▶ To do:
Leaving pictures aside, restate exactly the lines of the data below, from the first one through the line that contains "background:var(--page); color:var(--text); height:100vh;".
Data for processing below:
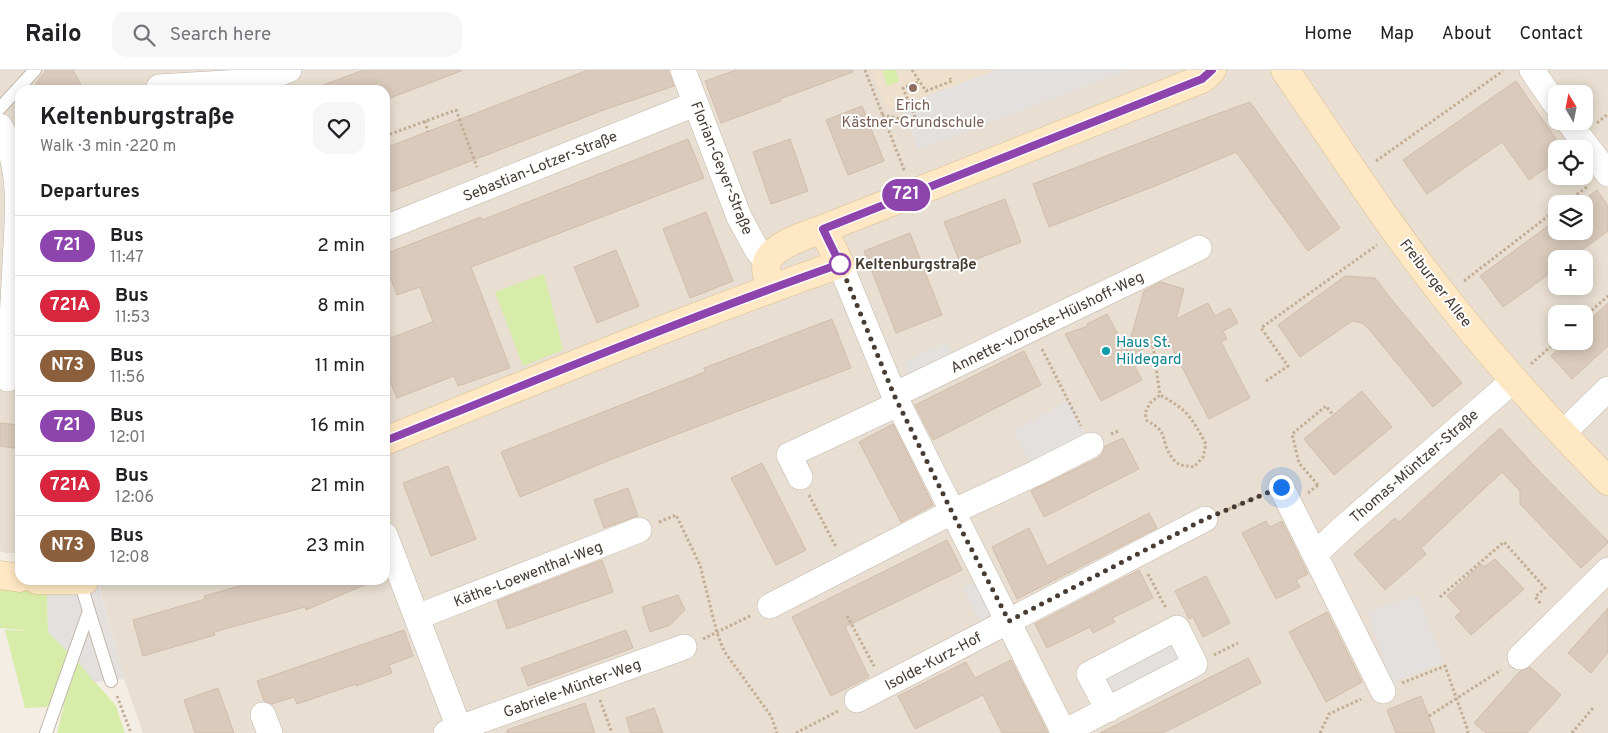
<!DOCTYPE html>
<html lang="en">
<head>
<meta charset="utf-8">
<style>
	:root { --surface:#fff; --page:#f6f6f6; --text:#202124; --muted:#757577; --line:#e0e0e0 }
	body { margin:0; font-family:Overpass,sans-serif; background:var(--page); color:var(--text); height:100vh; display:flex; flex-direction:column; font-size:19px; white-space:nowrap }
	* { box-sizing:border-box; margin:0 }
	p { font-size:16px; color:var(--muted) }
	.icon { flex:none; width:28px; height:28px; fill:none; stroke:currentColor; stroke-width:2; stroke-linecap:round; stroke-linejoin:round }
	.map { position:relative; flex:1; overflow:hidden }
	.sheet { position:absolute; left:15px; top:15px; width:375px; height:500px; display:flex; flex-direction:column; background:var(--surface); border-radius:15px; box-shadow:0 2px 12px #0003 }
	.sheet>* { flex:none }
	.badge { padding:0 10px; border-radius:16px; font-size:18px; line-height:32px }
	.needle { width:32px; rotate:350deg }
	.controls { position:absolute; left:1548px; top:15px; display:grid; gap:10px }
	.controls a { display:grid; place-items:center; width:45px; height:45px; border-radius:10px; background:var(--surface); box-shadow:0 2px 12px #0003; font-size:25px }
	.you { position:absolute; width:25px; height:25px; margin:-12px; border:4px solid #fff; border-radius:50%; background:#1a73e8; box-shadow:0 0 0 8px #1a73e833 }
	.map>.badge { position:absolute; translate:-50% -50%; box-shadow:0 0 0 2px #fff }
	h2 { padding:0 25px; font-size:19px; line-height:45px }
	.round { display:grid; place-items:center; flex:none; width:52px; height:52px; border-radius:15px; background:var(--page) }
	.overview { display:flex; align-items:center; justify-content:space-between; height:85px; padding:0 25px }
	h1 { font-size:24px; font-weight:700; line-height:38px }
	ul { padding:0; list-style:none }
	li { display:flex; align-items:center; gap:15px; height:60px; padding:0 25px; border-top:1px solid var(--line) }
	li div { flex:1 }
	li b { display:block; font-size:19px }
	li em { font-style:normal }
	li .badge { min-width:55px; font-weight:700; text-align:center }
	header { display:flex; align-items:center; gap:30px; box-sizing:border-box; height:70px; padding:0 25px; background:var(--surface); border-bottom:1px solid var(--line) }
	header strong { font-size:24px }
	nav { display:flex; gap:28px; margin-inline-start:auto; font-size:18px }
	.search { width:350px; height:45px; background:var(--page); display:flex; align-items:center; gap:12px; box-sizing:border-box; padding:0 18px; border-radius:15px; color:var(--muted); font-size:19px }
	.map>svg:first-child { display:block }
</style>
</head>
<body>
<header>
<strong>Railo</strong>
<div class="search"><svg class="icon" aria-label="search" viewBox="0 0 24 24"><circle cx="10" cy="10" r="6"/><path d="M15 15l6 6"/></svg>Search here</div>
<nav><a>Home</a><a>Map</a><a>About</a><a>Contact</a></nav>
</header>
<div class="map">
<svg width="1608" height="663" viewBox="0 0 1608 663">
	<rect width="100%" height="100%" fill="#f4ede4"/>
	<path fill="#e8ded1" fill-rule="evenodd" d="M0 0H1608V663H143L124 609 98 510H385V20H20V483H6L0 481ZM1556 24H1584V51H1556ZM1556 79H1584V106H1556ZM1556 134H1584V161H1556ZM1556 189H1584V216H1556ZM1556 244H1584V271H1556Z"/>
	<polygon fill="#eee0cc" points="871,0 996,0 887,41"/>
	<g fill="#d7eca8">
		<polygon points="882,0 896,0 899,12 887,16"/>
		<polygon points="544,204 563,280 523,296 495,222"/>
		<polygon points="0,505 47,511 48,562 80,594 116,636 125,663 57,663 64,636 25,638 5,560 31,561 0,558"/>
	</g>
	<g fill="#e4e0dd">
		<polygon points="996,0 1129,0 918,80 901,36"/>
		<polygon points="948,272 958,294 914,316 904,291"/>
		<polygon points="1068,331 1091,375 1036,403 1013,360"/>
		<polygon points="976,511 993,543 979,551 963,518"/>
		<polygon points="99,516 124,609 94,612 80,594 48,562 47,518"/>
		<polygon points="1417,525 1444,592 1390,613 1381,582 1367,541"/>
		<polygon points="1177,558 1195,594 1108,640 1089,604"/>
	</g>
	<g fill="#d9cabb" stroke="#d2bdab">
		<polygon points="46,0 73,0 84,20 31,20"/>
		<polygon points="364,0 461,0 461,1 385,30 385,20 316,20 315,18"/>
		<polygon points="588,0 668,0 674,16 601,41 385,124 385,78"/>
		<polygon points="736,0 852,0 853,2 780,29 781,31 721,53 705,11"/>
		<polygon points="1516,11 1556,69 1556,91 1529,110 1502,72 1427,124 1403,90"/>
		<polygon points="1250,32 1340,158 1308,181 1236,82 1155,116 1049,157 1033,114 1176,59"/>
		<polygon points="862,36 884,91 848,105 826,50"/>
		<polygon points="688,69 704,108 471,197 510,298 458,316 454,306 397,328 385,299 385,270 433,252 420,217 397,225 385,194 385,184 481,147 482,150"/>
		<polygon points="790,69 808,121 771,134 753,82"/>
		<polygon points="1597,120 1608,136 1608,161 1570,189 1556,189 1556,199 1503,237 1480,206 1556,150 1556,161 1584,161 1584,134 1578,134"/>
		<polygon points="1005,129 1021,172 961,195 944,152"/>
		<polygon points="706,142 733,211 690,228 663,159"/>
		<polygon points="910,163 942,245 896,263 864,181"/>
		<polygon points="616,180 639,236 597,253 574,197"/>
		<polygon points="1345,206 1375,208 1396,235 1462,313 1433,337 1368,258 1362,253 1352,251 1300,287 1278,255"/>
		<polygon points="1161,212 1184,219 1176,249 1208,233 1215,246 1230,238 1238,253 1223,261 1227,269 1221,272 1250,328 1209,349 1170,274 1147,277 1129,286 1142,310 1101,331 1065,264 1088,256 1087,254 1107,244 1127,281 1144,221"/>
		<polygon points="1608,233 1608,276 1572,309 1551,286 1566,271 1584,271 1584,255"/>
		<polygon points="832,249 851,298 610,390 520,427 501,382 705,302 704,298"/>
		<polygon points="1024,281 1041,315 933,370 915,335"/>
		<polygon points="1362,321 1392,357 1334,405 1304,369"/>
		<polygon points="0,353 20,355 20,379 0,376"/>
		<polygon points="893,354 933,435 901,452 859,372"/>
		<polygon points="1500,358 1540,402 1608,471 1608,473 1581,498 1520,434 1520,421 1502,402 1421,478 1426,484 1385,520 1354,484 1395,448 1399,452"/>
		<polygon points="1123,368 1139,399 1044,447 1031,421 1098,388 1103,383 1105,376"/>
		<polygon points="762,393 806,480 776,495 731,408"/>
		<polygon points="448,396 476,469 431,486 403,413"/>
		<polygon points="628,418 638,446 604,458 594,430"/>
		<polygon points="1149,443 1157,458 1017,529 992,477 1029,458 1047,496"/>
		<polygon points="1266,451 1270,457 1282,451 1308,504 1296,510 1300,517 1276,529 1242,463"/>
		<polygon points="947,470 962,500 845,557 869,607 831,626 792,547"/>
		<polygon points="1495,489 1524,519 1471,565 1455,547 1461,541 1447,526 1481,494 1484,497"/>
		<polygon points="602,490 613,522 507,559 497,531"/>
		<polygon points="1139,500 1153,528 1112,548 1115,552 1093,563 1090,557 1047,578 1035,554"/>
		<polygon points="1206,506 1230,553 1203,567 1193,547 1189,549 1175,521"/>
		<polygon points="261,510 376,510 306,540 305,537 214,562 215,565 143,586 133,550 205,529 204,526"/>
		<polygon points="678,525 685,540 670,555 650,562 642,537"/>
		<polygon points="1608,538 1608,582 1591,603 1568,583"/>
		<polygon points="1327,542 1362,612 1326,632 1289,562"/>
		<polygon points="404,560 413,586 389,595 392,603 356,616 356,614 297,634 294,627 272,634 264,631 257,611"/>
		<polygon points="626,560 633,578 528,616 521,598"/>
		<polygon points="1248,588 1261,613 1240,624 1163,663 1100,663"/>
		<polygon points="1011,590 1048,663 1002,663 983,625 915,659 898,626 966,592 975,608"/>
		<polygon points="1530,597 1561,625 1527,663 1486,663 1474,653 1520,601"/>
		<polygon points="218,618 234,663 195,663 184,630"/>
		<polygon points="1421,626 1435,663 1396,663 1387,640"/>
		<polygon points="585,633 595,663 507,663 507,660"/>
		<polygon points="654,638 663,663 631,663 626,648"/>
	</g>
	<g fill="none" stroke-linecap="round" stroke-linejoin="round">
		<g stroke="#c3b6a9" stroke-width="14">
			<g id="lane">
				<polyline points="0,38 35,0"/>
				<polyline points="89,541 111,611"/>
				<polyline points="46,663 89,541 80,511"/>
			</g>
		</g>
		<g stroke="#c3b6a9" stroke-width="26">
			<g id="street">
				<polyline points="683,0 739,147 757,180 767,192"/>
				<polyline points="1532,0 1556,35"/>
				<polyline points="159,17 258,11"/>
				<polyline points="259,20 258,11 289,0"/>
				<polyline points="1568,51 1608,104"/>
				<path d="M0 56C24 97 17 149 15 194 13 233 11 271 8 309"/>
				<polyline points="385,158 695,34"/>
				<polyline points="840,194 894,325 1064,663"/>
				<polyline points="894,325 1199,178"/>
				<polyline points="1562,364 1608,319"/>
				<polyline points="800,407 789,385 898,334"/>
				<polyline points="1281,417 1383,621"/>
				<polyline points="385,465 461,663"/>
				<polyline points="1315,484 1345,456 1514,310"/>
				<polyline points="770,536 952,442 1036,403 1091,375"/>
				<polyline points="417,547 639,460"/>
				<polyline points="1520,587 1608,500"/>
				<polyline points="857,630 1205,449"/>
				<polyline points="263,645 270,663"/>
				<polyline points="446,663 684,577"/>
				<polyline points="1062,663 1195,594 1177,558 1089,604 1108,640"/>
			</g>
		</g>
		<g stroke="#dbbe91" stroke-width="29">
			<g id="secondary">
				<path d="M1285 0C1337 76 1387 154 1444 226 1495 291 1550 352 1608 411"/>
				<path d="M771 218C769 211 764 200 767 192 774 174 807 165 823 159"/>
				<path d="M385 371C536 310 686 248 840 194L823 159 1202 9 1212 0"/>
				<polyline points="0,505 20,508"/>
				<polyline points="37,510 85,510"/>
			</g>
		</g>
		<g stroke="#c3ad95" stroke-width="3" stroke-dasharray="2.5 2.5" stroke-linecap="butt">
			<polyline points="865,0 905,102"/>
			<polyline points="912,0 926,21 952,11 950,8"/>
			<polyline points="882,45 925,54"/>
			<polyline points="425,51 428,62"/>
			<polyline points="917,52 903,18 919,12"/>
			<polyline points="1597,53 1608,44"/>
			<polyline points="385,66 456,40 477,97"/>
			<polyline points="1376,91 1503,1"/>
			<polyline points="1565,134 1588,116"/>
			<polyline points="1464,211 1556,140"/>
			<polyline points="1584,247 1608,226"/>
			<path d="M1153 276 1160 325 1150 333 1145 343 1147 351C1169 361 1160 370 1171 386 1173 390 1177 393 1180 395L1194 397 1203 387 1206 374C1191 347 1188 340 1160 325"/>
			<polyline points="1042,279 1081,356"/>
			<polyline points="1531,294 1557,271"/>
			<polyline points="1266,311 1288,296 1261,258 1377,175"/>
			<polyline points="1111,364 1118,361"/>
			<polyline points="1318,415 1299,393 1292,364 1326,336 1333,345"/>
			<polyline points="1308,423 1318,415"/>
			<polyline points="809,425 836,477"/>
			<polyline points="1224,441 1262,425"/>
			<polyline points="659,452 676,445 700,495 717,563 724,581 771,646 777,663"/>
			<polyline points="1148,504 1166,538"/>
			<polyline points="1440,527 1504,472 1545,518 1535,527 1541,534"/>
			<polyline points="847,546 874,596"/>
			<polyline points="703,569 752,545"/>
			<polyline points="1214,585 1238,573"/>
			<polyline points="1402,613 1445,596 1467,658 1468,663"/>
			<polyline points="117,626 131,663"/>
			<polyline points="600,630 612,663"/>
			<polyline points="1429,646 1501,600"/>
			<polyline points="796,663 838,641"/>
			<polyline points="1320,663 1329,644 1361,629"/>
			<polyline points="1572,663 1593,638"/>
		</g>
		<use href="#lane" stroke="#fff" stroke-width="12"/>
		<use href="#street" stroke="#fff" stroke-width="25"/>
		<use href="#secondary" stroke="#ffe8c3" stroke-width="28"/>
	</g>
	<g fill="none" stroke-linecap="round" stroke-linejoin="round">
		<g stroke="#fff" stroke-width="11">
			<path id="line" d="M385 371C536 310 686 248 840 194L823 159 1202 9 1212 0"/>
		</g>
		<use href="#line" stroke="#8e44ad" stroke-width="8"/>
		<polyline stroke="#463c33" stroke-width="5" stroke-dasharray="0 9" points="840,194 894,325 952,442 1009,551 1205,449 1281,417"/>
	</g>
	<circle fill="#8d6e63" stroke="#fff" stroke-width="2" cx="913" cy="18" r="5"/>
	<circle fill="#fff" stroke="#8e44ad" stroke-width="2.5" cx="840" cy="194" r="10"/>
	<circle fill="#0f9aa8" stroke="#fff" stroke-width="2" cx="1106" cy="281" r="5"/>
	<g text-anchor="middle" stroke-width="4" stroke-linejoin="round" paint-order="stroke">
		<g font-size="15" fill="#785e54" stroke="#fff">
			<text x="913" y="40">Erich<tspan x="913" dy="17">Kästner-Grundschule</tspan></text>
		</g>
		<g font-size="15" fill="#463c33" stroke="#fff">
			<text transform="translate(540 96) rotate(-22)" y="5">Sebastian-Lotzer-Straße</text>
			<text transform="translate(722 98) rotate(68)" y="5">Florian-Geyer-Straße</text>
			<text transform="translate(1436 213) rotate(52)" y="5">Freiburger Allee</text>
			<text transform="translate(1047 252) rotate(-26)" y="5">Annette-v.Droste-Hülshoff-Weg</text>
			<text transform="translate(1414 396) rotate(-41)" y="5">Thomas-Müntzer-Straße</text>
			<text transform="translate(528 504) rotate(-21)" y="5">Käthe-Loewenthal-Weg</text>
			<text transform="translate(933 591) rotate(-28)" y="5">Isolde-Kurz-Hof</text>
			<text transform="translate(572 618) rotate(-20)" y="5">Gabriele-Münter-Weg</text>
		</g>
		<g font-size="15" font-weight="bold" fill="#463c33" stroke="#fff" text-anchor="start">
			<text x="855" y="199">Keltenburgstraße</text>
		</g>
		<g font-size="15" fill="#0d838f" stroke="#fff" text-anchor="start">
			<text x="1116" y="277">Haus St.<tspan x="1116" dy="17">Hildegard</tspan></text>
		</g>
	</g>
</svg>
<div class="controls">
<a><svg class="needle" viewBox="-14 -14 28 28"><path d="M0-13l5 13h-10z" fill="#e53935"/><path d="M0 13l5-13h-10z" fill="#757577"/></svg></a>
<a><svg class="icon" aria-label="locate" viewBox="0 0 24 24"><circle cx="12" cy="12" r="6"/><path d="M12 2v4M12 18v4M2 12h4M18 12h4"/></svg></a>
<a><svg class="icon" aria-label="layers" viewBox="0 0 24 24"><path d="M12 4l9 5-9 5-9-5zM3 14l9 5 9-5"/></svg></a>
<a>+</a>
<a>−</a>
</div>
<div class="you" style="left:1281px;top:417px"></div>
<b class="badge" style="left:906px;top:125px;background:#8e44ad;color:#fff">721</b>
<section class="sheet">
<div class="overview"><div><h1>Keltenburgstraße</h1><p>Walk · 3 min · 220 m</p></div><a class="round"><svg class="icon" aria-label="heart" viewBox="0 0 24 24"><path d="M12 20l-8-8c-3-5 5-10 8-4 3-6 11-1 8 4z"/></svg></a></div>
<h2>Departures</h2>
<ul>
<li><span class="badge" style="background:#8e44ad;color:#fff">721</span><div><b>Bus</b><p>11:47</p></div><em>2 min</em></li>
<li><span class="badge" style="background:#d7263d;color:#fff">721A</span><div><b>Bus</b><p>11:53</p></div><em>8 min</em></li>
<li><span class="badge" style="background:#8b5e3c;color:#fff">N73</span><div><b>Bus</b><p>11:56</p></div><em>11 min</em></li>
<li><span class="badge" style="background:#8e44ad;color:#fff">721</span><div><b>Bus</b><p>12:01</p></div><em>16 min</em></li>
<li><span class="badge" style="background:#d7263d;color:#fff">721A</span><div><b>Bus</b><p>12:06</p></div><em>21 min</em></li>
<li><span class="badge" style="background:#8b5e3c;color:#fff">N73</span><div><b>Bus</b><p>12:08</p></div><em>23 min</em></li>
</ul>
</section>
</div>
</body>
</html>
End of Data for processing.
▶ Response to this task:
<!DOCTYPE html>
<html lang="en">
<head>
<meta charset="utf-8">
<style>
	:root { --surface:#fff; --page:#f6f6f6; --text:#202124; --muted:#757577; --line:#e0e0e0 }
	body { margin:0; font-family:Overpass,sans-serif; background:var(--page); color:var(--text); height:100vh; display:flex; flex-direction:column; font-size:19px; white-space:nowrap }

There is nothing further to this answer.